# WHAT YOU WILL DO:
Nothing more is wanted than an exact repeat of the data below.

# RECORDED INFORMATION:
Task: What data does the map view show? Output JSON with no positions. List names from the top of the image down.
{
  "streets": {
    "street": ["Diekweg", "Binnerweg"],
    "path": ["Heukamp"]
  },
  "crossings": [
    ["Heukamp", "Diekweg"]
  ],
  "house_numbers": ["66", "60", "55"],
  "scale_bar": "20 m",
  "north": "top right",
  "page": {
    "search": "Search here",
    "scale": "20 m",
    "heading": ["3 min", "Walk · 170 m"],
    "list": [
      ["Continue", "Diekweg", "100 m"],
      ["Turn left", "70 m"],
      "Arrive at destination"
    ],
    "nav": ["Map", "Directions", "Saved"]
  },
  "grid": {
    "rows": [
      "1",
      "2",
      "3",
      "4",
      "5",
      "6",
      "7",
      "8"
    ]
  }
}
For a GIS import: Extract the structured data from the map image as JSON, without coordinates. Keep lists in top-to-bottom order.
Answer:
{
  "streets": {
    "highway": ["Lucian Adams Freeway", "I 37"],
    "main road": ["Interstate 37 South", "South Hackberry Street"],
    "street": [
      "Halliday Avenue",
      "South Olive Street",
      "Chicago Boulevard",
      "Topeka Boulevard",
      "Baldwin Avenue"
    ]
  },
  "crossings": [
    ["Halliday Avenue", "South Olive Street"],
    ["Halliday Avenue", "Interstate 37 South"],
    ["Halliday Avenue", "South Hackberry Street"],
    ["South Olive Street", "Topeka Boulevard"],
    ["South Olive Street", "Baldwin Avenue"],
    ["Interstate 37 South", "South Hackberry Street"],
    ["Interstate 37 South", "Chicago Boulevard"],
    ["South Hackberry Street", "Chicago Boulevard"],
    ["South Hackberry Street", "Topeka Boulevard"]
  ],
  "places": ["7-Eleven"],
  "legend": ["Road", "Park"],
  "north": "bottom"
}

# ANSWER TO THE EXERCISE:
Task: What data does the map view show? Output JSON with no positions. List names from the top of the image down.
{
  "streets": {
    "street": ["Diekweg", "Binnerweg"],
    "path": ["Heukamp"]
  },
  "crossings": [
    ["Heukamp", "Diekweg"]
  ],
  "house_numbers": ["66", "60", "55"],
  "scale_bar": "20 m",
  "north": "top right",
  "page": {
    "search": "Search here",
    "scale": "20 m",
    "heading": ["3 min", "Walk · 170 m"],
    "list": [
      ["Continue", "Diekweg", "100 m"],
      ["Turn left", "70 m"],
      "Arrive at destination"
    ],
    "nav": ["Map", "Directions", "Saved"]
  },
  "grid": {
    "rows": [
      "1",
      "2",
      "3",
      "4",
      "5",
      "6",
      "7",
      "8"
    ]
  }
}
For a GIS import: Extract the structured data from the map image as JSON, without coordinates. Keep lists in top-to-bottom order.
Answer:
{
  "streets": {
    "highway": ["Lucian Adams Freeway", "I 37"],
    "main road": ["Interstate 37 South", "South Hackberry Street"],
    "street": [
      "Halliday Avenue",
      "South Olive Street",
      "Chicago Boulevard",
      "Topeka Boulevard",
      "Baldwin Avenue"
    ]
  },
  "crossings": [
    ["Halliday Avenue", "South Olive Street"],
    ["Halliday Avenue", "Interstate 37 South"],
    ["Halliday Avenue", "South Hackberry Street"],
    ["South Olive Street", "Topeka Boulevard"],
    ["South Olive Street", "Baldwin Avenue"],
    ["Interstate 37 South", "South Hackberry Street"],
    ["Interstate 37 South", "Chicago Boulevard"],
    ["South Hackberry Street", "Chicago Boulevard"],
    ["South Hackberry Street", "Topeka Boulevard"]
  ],
  "places": ["7-Eleven"],
  "legend": ["Road", "Park"],
  "north": "bottom"
}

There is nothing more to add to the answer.